Group real estate agreements (“CPAs”) can offer estate planning benefits if they are intended for the couple concerned. Many people mistakenly think that once they marry all their property, it magically becomes a co-owner, and after the death of a spouse, it is automatically transferred to the surviving spouse. It`s not true. Unless a couple has signed an agreement or loses their property, gifts, estates and property that a spouse owned before the marriage. The property acquired during a marriage with a separate property remains the property separate from the spouse who owned the separate property. Community ownership consists of wages earned during marriage, property acquired with wages earned during marriage and property converted into condominiums. Each spouse can transfer his half of the condominium and the entirety of his separate property to whomever he wants. A couple can change all their property into a condominium by signing a CPA in the presence of a notary. Community ownership agreements consist of two fundamental variants: a CPA VESTing and a non-national CPA.

In addition, only nine states are communal jurisdictions that recognize common property rights. Therefore, if a couple who has entered into a collective real estate contract owns property in another state, the courts of that state cannot recognize the agreement and require that an estate proceeding be initiated in that state. David and Martha, for example, have assets worth $4,000,000. You sign a non-vesting CPA. Martha dies in 2020. All of David and Martha`s real estate changes their tax base at fair value at the time of Martha`s death. David has $2,000,000 worth of assets and Martha`s estate has assets worth $2,000,000. The $2,000,000 that belongs to Martha`s estate can fund a bypass trust as Martha wishes and avoid inheritance tax.

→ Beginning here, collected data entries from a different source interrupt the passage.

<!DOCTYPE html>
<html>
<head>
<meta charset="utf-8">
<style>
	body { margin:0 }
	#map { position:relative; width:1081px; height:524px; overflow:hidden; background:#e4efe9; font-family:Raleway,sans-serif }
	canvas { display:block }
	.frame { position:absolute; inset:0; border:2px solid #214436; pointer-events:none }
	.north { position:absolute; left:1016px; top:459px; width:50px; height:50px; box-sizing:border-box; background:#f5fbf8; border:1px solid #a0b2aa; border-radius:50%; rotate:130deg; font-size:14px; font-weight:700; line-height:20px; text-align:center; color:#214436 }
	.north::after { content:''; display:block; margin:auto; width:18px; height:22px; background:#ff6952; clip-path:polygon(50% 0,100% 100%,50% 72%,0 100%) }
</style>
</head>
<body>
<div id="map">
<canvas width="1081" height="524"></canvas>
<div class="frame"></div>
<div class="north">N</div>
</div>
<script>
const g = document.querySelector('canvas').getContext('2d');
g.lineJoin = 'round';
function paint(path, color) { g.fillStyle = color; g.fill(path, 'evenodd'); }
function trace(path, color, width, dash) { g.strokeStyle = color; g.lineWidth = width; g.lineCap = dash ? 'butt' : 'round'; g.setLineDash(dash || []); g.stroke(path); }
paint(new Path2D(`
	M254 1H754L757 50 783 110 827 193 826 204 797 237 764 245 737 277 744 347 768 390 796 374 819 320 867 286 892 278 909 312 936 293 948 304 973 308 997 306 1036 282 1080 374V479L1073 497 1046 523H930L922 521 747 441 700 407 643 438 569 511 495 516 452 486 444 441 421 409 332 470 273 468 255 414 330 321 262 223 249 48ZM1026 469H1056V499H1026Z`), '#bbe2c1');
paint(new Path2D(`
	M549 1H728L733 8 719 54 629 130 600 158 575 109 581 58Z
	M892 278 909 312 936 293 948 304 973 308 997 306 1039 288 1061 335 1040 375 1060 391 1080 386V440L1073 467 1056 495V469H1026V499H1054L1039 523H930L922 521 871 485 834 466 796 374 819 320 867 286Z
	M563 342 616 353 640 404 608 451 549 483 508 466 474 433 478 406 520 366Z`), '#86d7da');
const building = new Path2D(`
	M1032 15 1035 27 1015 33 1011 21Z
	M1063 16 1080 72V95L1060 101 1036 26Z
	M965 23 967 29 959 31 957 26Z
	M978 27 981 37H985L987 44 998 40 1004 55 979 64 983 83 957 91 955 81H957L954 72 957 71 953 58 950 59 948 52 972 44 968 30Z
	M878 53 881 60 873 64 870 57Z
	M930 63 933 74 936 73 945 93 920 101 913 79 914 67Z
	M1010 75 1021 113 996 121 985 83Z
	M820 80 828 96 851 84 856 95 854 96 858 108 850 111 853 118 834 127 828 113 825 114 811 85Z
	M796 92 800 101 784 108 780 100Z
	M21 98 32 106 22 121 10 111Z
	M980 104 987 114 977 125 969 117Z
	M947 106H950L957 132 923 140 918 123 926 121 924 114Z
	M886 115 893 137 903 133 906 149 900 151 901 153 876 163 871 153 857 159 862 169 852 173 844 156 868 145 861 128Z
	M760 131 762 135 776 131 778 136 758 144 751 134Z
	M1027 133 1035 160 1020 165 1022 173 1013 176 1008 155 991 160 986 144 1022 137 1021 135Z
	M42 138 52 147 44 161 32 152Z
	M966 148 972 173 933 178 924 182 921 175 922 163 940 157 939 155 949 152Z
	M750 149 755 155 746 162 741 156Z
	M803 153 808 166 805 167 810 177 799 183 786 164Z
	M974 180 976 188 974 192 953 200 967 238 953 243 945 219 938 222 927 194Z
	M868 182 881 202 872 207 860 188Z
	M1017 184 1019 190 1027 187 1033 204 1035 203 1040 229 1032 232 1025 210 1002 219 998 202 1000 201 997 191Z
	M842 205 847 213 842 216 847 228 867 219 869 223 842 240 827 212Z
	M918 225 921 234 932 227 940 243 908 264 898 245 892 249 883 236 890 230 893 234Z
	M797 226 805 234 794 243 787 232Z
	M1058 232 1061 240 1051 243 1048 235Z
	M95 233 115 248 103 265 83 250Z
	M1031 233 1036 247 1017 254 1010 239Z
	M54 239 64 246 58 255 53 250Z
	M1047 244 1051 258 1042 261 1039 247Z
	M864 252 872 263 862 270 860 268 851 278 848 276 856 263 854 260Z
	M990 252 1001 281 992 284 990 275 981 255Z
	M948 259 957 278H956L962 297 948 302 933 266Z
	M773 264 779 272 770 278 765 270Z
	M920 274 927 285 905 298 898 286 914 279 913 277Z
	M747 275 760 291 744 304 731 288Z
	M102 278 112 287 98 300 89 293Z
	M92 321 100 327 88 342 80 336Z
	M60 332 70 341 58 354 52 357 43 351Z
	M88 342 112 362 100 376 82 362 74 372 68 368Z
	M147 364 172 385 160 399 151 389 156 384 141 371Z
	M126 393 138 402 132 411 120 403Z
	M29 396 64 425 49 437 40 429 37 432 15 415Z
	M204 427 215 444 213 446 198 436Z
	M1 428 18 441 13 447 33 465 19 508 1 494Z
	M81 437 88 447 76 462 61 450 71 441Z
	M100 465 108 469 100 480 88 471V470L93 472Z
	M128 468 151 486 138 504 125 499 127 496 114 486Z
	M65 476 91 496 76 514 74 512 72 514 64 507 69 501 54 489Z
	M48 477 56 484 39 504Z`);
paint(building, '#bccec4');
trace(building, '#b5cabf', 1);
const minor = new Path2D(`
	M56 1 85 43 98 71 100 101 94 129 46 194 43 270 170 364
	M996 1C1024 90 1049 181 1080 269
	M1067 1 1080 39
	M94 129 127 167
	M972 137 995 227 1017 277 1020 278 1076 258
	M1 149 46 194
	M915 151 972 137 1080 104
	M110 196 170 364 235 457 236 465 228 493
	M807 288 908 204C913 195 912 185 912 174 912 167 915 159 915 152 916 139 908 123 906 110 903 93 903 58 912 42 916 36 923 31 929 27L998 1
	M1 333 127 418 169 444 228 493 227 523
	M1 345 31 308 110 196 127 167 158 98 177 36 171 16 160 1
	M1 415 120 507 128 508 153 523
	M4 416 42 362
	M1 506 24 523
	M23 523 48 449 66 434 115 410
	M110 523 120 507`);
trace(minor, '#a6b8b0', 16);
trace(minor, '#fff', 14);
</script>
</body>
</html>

A CPA can terminate a particular event, for example. B in the event of a transfer of residence from Washington State to another state or by the contracting parties who sign another agreement calling the CPA in the presence of a notary. When the CPA ends with the filing of the divorce, it can acquire property acquired after the person`s separate assets are deposited and prevent the property from being automatically transferred to a spouse if a person dies during the divorce proceedings.